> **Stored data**
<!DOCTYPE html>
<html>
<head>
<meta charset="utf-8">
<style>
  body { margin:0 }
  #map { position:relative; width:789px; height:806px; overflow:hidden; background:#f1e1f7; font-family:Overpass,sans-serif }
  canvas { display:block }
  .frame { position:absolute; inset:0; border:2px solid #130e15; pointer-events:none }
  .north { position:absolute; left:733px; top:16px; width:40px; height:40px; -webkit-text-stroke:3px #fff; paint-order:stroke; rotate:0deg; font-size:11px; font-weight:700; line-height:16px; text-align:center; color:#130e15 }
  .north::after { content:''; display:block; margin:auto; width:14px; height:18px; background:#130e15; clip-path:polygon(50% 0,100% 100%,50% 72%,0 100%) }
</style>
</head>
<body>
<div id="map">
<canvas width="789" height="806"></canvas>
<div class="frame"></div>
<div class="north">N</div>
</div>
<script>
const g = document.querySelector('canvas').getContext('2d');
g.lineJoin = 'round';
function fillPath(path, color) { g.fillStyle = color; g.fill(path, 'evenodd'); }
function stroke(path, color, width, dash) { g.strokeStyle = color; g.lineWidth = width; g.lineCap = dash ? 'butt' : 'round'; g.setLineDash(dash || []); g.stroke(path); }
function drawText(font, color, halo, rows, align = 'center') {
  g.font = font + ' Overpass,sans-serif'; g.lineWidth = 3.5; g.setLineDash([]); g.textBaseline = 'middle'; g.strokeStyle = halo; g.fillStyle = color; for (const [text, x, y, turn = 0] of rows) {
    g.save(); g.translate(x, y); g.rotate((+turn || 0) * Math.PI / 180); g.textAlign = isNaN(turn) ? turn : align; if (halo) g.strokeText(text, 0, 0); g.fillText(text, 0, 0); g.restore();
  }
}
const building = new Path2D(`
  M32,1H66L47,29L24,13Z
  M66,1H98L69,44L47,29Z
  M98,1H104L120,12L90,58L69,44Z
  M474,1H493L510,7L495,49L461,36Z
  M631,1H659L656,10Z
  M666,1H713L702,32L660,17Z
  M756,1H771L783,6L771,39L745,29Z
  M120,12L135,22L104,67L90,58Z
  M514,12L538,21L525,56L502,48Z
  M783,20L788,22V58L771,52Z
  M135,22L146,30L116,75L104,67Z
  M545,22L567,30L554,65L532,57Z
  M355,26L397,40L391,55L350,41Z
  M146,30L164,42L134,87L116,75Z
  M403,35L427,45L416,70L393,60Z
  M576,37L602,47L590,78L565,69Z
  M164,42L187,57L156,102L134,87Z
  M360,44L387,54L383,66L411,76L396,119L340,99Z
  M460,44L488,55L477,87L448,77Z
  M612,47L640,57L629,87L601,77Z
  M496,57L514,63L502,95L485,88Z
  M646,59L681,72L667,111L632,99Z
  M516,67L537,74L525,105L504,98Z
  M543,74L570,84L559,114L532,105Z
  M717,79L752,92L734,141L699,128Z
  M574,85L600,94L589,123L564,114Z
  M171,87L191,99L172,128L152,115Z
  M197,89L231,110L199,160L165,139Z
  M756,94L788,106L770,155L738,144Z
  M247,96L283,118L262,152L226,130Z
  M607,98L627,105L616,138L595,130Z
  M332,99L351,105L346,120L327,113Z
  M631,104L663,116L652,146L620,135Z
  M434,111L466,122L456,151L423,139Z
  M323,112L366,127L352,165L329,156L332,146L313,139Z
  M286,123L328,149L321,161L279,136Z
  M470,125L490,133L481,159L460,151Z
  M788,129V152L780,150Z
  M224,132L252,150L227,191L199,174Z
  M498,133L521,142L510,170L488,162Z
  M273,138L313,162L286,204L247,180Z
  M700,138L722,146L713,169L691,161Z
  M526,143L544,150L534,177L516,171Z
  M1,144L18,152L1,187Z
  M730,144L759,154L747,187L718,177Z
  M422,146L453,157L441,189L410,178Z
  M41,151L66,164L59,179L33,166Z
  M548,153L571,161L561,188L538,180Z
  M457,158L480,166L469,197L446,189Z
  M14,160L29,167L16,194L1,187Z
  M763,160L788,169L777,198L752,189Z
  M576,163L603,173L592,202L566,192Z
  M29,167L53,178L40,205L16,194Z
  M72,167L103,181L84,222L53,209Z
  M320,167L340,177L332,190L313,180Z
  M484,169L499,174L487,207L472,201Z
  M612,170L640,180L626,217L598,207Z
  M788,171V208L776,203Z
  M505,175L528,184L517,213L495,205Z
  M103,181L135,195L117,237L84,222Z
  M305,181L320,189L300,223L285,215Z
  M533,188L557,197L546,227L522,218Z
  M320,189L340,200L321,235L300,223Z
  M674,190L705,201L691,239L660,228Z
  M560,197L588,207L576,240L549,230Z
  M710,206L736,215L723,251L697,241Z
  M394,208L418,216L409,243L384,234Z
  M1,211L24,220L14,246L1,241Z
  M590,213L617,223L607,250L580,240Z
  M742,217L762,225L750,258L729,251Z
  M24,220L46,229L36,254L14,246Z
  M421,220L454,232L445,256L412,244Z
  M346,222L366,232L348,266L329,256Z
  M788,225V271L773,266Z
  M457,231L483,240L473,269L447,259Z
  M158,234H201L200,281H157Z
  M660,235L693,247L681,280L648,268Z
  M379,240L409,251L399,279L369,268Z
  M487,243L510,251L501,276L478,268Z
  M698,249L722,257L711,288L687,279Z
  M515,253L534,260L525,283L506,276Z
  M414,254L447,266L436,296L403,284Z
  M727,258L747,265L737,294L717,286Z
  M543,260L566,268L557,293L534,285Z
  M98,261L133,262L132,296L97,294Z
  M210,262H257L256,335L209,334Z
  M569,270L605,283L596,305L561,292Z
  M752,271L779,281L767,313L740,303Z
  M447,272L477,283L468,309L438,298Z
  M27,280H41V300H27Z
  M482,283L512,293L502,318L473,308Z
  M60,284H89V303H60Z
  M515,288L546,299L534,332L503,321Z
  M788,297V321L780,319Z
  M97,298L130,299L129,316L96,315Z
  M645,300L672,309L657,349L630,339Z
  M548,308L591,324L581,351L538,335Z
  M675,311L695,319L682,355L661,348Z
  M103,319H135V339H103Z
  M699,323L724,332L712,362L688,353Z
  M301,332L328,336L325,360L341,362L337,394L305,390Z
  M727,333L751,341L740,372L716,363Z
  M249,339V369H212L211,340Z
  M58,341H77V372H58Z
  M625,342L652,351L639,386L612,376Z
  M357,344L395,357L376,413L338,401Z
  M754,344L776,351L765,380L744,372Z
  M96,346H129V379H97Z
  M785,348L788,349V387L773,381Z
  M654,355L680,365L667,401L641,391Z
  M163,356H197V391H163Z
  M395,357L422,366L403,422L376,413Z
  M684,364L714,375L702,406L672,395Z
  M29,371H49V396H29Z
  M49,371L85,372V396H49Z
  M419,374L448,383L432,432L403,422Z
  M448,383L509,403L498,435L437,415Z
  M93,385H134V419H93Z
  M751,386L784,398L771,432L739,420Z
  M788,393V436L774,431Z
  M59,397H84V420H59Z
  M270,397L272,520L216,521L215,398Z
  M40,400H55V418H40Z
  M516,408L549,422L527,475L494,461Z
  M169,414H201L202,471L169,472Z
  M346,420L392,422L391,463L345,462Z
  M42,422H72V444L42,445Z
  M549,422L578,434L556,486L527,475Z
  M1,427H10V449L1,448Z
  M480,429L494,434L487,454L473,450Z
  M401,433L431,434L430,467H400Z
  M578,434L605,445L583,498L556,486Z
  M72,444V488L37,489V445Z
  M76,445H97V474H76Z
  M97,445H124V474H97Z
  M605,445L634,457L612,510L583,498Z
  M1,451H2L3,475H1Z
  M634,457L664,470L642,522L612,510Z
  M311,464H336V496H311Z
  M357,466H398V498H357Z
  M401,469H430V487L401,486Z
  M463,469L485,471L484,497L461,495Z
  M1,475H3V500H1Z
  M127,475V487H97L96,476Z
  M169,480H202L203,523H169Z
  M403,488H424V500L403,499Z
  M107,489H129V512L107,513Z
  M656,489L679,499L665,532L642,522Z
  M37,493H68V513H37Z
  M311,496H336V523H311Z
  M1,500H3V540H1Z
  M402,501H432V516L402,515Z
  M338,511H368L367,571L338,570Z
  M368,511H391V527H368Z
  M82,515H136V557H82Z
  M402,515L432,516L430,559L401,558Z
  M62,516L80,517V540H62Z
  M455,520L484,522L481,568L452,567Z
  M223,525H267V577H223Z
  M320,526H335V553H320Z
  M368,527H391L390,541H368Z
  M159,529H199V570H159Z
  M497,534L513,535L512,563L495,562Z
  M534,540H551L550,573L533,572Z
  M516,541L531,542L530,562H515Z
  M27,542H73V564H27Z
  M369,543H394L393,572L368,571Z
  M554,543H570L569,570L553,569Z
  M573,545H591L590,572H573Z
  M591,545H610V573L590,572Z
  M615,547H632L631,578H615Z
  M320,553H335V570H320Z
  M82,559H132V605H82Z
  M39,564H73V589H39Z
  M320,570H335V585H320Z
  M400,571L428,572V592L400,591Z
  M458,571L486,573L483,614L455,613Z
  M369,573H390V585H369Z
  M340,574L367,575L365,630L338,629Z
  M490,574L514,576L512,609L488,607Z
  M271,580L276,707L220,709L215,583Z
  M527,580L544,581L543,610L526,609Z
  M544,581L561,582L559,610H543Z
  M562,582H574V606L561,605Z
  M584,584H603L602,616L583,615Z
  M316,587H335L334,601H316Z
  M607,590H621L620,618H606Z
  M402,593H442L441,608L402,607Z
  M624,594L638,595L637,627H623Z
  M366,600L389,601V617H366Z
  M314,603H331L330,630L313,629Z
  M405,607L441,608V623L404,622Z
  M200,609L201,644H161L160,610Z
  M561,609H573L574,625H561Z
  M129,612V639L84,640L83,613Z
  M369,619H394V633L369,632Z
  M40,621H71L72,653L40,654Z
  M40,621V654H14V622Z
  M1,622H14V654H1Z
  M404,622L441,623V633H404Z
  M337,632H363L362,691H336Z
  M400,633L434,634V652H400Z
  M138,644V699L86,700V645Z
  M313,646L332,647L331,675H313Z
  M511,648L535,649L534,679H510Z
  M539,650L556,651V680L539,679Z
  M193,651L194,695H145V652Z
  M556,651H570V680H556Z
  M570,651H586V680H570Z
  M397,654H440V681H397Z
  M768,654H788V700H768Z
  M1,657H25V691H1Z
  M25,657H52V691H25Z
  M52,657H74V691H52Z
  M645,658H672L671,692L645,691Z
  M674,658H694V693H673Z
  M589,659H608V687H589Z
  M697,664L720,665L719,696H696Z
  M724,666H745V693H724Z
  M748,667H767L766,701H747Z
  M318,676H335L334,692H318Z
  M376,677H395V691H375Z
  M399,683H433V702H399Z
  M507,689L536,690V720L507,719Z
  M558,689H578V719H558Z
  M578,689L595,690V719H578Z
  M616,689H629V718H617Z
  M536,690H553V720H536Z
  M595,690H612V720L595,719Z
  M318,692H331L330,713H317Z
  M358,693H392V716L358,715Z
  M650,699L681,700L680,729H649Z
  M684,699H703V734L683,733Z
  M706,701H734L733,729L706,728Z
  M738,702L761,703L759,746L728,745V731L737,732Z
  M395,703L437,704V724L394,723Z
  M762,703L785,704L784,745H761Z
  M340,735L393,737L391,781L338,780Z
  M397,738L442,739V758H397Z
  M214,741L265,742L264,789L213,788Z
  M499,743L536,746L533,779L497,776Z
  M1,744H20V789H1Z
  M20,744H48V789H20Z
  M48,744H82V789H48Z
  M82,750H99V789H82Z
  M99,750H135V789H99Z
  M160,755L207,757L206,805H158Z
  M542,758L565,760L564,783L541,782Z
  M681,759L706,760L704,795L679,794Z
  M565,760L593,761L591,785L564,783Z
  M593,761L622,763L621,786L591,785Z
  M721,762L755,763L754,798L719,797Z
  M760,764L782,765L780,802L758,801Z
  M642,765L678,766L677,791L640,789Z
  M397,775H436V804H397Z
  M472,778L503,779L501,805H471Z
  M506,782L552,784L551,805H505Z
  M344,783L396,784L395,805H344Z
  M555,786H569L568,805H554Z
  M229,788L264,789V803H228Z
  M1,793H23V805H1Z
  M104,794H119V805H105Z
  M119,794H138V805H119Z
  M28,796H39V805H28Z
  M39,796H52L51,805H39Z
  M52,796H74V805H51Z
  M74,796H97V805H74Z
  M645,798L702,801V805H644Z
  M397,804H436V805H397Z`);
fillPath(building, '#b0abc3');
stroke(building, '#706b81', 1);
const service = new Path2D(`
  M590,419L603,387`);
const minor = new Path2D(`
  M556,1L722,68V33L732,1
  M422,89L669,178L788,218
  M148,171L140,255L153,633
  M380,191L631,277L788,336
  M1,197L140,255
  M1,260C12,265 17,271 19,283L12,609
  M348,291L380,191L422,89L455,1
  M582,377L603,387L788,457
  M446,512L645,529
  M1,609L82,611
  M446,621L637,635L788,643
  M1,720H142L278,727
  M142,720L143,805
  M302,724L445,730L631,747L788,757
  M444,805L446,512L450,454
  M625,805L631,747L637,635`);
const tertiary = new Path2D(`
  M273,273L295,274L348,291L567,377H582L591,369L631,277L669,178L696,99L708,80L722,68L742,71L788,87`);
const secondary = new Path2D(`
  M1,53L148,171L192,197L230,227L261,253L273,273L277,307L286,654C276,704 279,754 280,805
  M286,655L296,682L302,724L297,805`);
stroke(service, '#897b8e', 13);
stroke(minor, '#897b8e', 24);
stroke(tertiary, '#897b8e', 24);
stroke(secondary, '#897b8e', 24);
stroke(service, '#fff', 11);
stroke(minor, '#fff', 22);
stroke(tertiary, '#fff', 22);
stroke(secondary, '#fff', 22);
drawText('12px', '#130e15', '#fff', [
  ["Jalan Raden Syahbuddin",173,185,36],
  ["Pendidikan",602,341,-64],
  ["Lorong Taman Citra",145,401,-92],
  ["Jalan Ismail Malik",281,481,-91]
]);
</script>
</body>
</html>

> **What you should do**
Starting with the line that holds "M107,489H129V512L107,513Z" and ending with the line that holds "M368,527H391L390,541H368Z", retype every line in the data above exactly, and nothing else.

> **Answer for the task**
  M107,489H129V512L107,513Z
  M656,489L679,499L665,532L642,522Z
  M37,493H68V513H37Z
  M311,496H336V523H311Z
  M1,500H3V540H1Z
  M402,501H432V516L402,515Z
  M338,511H368L367,571L338,570Z
  M368,511H391V527H368Z
  M82,515H136V557H82Z
  M402,515L432,516L430,559L401,558Z
  M62,516L80,517V540H62Z
  M455,520L484,522L481,568L452,567Z
  M223,525H267V577H223Z
  M320,526H335V553H320Z
  M368,527H391L390,541H368Z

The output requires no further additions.